In article <12824@encore.Encore.COM> jkenton@pinocchio.encore.com (Jeff Kenton) writes:
>On the 88000 this sort of fast trap is also possible, and various suppliers
>of 88000 boxes have made use of them (especially the real-time people). 

So can the '386.  The question is, is it a win, in the general case, to do it,
and how do you do it?  I can picture a system call

	void (*trap) (int trapno, void (*)(int)) (int);

similar to the unix signal() syscall.  (Obviously, you would then set it up
such that the trap would jump into user mode.)

And, of course, you would have a header file (<trap.h> or <sys/trap.h>),
which would define the trap numbers.  You would only want to allow certain
conditions to be trapped, such as overflow, divide by zero, fp exception,
etc.

For languages such as Ada or PL/I, which want to be able to trap these
things, it would certainly be quicker (I guess 8-)) than having to go
through the kernel for the trap.  But I think the major speedup would be
from the fact that you could make a general function, which called a
function pointer, which you could change when you entered or left blocks
(instead of making a system call for each exception you wish to handle).

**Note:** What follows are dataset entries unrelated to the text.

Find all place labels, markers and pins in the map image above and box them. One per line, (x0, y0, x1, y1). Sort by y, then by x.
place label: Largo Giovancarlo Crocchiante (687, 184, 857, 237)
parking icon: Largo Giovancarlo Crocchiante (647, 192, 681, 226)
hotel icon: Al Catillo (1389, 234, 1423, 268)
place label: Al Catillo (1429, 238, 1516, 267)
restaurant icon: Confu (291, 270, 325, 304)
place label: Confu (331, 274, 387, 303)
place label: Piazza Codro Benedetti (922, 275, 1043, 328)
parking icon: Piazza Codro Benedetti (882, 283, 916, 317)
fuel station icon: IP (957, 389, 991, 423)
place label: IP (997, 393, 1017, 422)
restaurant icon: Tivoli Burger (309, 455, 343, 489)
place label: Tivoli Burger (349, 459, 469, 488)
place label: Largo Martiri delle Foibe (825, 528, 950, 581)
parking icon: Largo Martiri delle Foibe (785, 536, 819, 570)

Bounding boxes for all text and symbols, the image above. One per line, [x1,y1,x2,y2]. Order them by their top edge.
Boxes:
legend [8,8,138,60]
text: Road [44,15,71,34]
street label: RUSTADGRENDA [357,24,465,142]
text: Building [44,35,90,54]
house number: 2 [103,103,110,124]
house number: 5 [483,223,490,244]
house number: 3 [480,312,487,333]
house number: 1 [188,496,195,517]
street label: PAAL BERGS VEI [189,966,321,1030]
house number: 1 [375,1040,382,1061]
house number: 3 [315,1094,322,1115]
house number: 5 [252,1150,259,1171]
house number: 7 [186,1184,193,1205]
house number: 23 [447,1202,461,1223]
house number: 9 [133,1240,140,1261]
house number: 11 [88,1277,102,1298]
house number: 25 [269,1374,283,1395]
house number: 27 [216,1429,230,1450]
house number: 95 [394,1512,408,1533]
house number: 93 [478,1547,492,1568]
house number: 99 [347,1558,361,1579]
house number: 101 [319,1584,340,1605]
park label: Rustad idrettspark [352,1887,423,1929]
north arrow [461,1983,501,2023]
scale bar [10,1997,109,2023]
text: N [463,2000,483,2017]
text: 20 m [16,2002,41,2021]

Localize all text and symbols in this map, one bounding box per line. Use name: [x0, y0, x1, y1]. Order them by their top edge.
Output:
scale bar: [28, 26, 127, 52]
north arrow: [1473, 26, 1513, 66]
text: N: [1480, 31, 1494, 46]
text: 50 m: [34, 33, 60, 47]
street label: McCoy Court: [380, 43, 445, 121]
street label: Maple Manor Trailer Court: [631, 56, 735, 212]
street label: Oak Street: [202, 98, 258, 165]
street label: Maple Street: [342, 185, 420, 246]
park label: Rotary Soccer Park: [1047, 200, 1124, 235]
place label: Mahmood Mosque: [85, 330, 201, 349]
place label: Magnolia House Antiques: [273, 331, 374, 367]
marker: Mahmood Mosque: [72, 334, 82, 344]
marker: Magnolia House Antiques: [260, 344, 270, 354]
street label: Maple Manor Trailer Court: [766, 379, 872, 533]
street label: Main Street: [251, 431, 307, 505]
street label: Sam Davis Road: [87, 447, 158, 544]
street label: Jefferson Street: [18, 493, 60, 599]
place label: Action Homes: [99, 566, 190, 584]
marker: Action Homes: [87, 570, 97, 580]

Note that I've moved this to comp.os.misc; I think it's more appropriate
there (or comp.lang.misc, if it comes to that, but I think c.o.m is still
correct).

-- 
-----------------+
Sean Eric Fagan  | "Never knock on Death's door:  ring the bell and 
seanf@sco.COM    |   run away!  Death really hates that!"
uunet!sco!seanf  |     -- Dr. Mike Stratford (Matt Frewer, "Doctor, Doctor")
(408) 458-1422   | Any opinions expressed are my own, not my employers'.